What you should do:
Beneath this task is a listing; tally its lines that contain "function" and give only the total.

Recorded information:
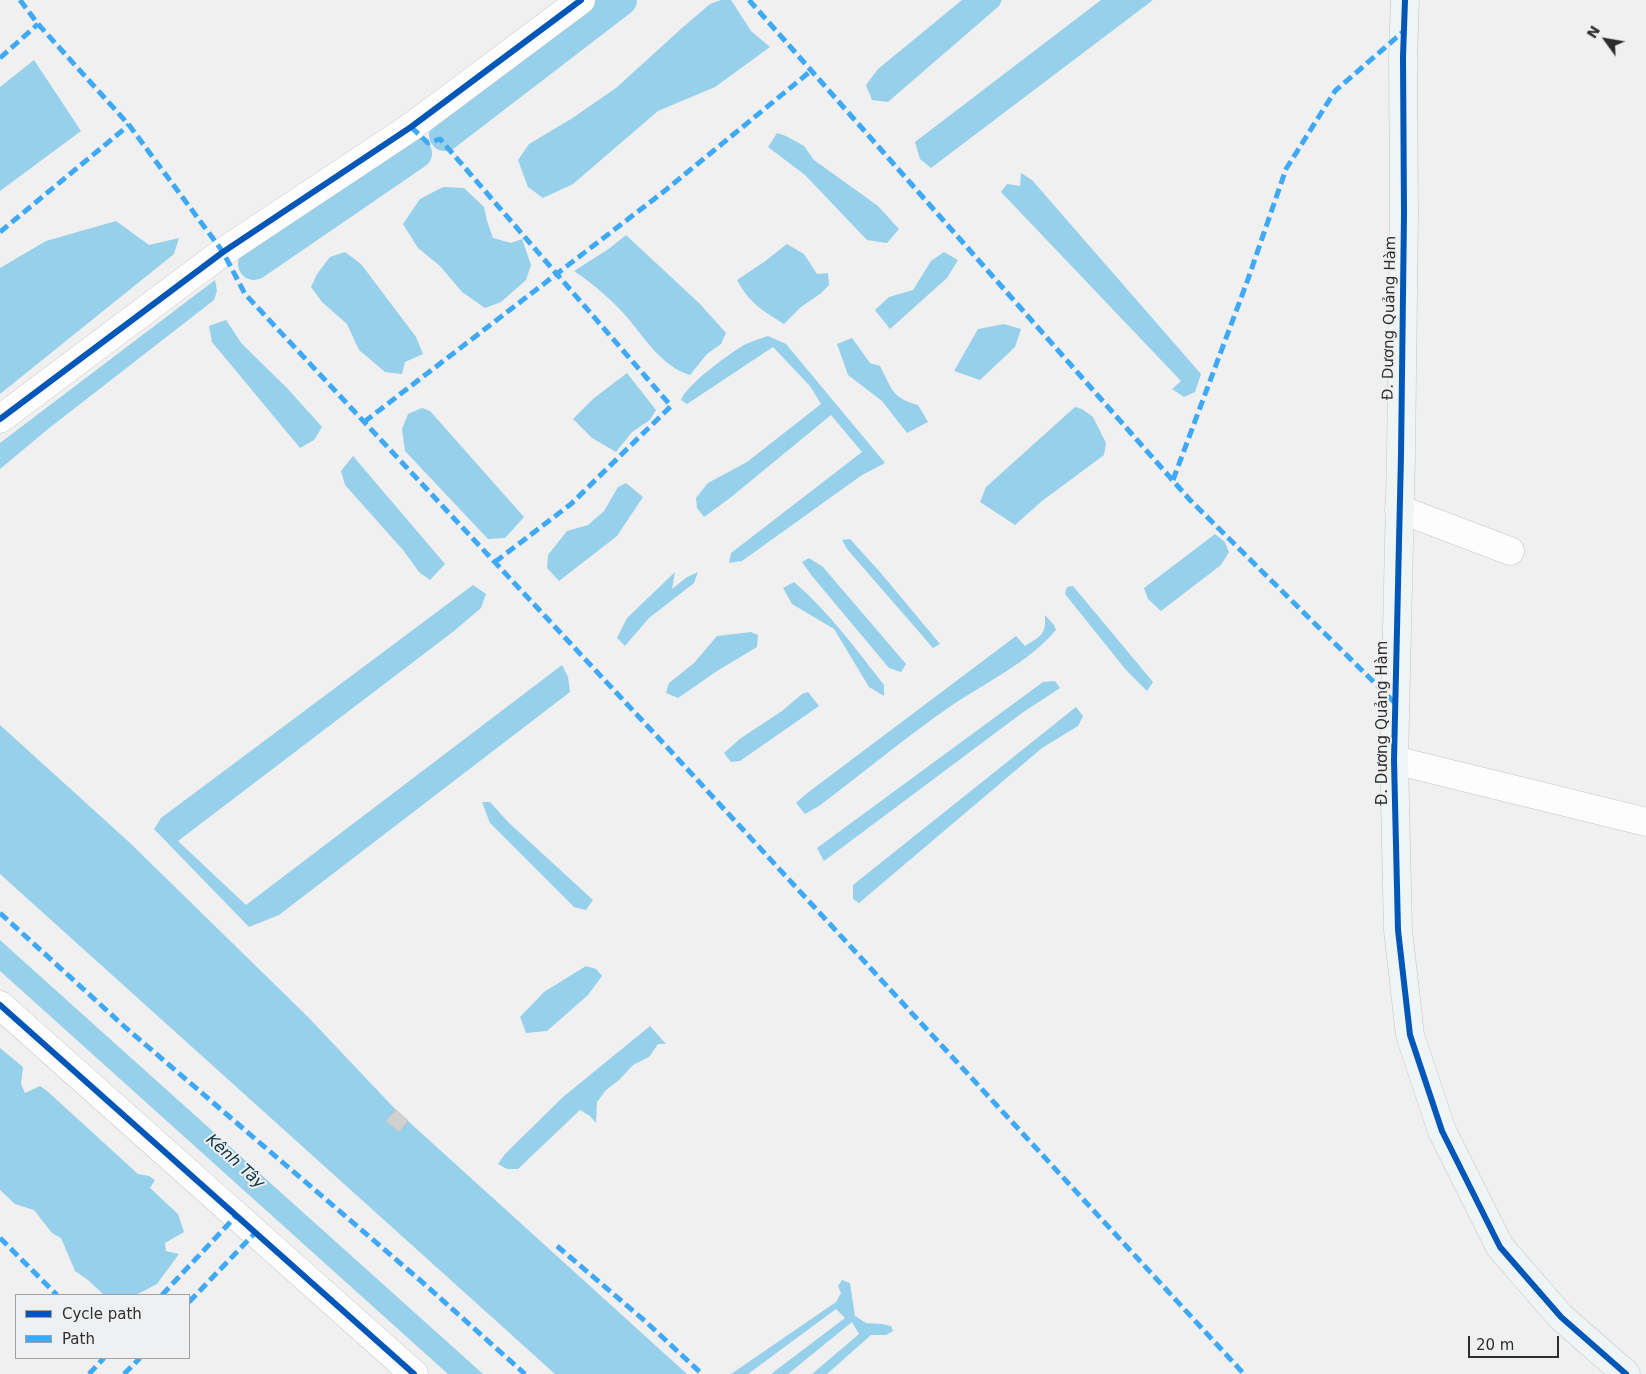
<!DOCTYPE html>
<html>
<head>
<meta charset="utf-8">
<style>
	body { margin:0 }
	#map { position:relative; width:1646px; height:1374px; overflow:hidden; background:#f0f0f0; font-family:"DejaVu Sans",sans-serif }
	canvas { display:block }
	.legend { position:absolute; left:15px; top:1294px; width:175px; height:65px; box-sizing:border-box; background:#eff0f1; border:1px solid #a2a2a3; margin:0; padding:6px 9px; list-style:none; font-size:15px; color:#2e2e2e }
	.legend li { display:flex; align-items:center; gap:10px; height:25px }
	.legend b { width:25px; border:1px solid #a2a2a3 }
	.north { position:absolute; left:1581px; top:15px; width:50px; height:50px; -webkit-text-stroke:4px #eff0f1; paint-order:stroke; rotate:302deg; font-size:14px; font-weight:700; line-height:20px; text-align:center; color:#2e2e2e }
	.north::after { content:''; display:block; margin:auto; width:18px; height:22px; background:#2e2e2e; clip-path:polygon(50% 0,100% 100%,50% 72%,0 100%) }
	.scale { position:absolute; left:1468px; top:1336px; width:91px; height:22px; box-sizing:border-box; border:2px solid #2e2e2e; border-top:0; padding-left:6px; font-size:15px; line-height:18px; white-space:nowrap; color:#2e2e2e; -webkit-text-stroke:4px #eff0f1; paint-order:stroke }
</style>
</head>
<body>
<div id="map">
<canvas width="1646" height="1374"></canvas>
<ul class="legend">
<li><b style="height:6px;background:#0057b8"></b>Cycle path</li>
<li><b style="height:6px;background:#3fa9f5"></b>Path</li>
</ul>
<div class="north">N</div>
<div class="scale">20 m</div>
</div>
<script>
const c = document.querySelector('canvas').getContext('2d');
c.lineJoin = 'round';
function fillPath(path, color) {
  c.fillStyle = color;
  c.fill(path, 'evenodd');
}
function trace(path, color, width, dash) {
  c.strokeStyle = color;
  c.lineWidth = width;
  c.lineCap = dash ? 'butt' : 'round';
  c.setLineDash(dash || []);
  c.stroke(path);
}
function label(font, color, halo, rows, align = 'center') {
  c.font = font + ' "DejaVu Sans",sans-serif';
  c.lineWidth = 4;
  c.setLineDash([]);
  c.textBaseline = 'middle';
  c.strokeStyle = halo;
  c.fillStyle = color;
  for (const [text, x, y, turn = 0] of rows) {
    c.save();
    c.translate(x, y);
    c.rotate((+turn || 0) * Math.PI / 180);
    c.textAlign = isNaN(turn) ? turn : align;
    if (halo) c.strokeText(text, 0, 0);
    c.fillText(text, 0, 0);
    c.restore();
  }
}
const water = new Path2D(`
	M 721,0 L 731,0 L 751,31 L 770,47 L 715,87 L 658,111 L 573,184 L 543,198 L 528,187 L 518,160 L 529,144 L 571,119 L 616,88 L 682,28 L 710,4 Z
	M 962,0 L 1002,0 L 999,6 L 888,102 L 872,100 L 866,85 L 878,69 Z
	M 1101,0 L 1153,0 L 931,168 L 920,159 L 915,142 Z
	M 34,60 L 81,131 L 0,191 L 0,87 Z
	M 777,133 L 786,136 L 804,146 L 814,160 L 878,206 L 899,229 L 887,243 L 867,240 L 805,175 L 768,147 Z
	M 1021,173 L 1032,180 L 1201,374 L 1195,392 L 1184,397 L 1172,389 L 1181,381 L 1001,192 L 1007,184 L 1020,186 Z
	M 443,187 L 464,188 L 484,207 L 487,221 L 493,238 L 511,243 L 522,239 L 531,265 L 526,280 L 501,302 L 485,308 L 462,292 L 440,266 L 418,248 L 403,224 L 420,199 Z
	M 116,221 L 149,245 L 179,238 L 174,254 L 0,394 L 0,268 L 46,241 Z
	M 626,235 L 700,304 L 726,333 L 721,344 L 707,354 L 690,375 C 662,367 644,337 626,316 C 611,299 592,283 574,271 L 610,248 Z
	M 787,244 L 804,254 L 817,274 L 828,273 L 829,285 L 820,294 L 801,307 L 784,324 C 762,310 750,304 737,280 L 764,262 Z
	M 345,252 L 361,264 L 416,337 L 423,354 L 405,362 L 402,374 L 385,372 L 359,350 L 347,324 L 322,302 L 311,287 L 317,274 L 330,257 Z
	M 944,252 L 958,260 L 947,278 L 890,329 L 875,310 L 889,297 L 913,290 L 931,261 Z
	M 215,280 L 217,291 L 214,300 L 48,429 L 0,469 L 0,443 Z
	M 226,320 L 242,344 L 287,388 L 322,427 L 314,440 L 300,448 L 212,342 L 209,326 Z
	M 1004,324 L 1021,329 L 1015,347 L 980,380 L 954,371 L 978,329 Z
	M 768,336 L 786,344 L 885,463 L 862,475 L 742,561 L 729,563 L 731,553 L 862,452 L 831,415 L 730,498 L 704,517 L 697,508 L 696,498 L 708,483 L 747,462 L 821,404 L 810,386 L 773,347 L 687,404 L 681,400 C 686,385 731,352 746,344 C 752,341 760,339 768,336 Z
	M 852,338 L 870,363 L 880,366 C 892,389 892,398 918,405 L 928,422 L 907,433 L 882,401 L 848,375 L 837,344 Z
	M 627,373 L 656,410 L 650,420 L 632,432 L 616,452 L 592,438 L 573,419 L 594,398 Z
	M 1075,407 L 1082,409 L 1093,417 L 1106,443 L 1104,455 L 1042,501 L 1015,525 L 980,502 L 986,487 Z
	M 422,408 L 430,411 L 524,517 L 505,538 L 488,539 L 405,451 L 402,429 L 408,414 Z
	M 353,456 L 445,564 L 430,580 L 419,572 L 403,550 L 345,485 L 341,471 Z
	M 626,483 L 643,497 L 617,536 L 559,581 L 547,568 L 548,555 L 567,531 L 588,525 L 604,511 L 618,487 Z
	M 1215,534 L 1225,542 L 1229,552 L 1221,565 L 1161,611 L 1148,599 L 1144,588 Z
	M 850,539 L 880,572 L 940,644 L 933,648 L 847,549 L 842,540 Z
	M 809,558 L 823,567 L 906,664 L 901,672 L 889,668 L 812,576 L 802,562 Z
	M 675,572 L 672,589 L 687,577 L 698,572 L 694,583 L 649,618 L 625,646 L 617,638 L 627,618 Z
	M 794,582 C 829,612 856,649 884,685 L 884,696 L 869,687 L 834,629 L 792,604 L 783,588 Z
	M 473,585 L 486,594 L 481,608 L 454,631 L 178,841 L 246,905 L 562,665 L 568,677 L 570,692 L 279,915 L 249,927 L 154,829 L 161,818 Z
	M 1073,586 L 1153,682 L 1147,691 L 1126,670 L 1065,594 L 1067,587 Z
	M 1045,615 L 1054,625 L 1056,630 C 1028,663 986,682 951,706 C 906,737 863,773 819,806 L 805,814 L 796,803 L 806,794 L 1016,636 L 1025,646 C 1041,636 1046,635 1045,615 Z
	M 751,632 L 758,635 L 757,647 L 717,671 L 678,698 L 666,693 L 669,683 L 694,663 L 717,636 Z
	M 1055,681 L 1060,688 L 1022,713 L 824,861 L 817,848 L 1043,682 Z
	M 808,692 L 819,706 L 740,761 L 731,762 L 724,753 L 741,738 L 782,711 L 802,694 Z
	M 1076,707 L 1083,716 L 1078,726 L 1042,748 L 859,903 L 853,899 L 853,885 Z
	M 0,725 L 129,842 L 308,1017 L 396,1110 L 386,1121 L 399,1132 L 408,1121 L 687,1374 L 555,1374 L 0,874 Z
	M 482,802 L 490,802 L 508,822 L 593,900 L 586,910 L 574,907 L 490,823 Z
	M 0,940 L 31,968 L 483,1374 L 448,1374 L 0,971 Z
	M 586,966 L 596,969 L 602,976 L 588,995 L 547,1031 L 526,1033 L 520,1017 L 544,992 Z
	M 650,1026 L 666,1044 L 658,1044 L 649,1057 L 633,1065 L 619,1080 L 606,1090 L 597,1102 L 596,1123 L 590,1116 L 580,1110 L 518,1169 L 507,1169 L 498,1164 L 505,1154 L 563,1097 Z
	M 0,1048 L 23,1067 L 21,1084 L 25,1093 L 40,1086 L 46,1090 L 138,1174 L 149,1176 L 155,1180 L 150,1188 L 178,1214 L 184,1232 L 165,1243 L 166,1251 L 179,1254 L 157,1284 L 136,1295 L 104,1295 L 88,1280 L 75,1271 L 61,1238 L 52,1233 L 34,1210 L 15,1204 L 0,1190 Z
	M 842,1280 L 850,1283 L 855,1316 L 866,1323 L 882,1324 L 891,1326 L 893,1331 L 886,1335 L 871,1335 L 827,1374 L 812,1374 L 859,1334 L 852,1322 L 788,1374 L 771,1374 L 845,1318 L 836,1309 L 748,1374 L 731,1374 L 836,1302 L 841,1293 L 838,1286 Z`);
const canal = new Path2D(`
	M 445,135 L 621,0
	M 254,264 L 416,153`);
const building = new Path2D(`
	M 396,1110 L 408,1121 L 399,1132 L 386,1121 Z`);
const street = new Path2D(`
	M 0,419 L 223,252 L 411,127 L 581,0
	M 1399,509 L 1510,551
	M 1394,760 L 1646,822
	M 0,1005 L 414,1374`);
const secondary = new Path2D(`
	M 1405,0 L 1403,57 L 1404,214 L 1401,455 L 1394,760 L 1398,930 L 1410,1035 L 1442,1131 L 1500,1247 L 1561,1317 L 1626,1374`);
const quiet = new Path2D(`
	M 20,0 L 38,24 L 129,125 L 223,252 L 245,294 L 666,746 L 1244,1374
	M 749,0 L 1190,500 L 1395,703
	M 0,58 L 38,24
	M 411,127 L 428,143 L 440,139 L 671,406 L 571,504 L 495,562
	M 0,232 L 129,125
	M 364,422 L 662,193 L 812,70
	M 1173,480 L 1247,282 L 1286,169 L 1335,91 L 1404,31
	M 0,913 L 126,1028 L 421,1281 L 525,1374
	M 0,1238 L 57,1295
	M 557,1246 L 645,1321 L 702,1374
	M 162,1295 L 236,1216
	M 189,1302 L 255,1233
	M 89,1374 L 104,1358
	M 124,1374 L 140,1358`);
const cycleway = new Path2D(`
	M 1405,0 L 1403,57 L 1404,214 L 1401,455 L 1394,760 L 1398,930 L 1410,1035 L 1442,1131 L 1500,1247 L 1561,1317 L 1626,1374
	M 0,419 L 223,252 L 411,127 L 581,0
	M 0,1005 L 414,1374`);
const streetNames = [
	["Đ. Dương Quảng Hàm",1390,318,-89],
	["Đ. Dương Quảng Hàm",1383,723,-90]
];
const waterNames = [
	["Kênh Tây",235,1162,42]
];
fillPath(water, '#96d0ea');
trace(canal, '#96d0ea', 32);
fillPath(building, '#d1d1d1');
trace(building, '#bfbfc0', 1);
trace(street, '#c5c5c5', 29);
trace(secondary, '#c5c5c5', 29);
trace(street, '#fdfdfd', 28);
trace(secondary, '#eff4f5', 28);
trace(quiet, '#3fa9f5', 5, [10, 5]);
trace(cycleway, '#0057b8', 6);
label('15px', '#2e2e2e', '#eff0f1', streetNames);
label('italic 16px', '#093140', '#eff0f1', waterNames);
</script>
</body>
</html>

Answer space:
3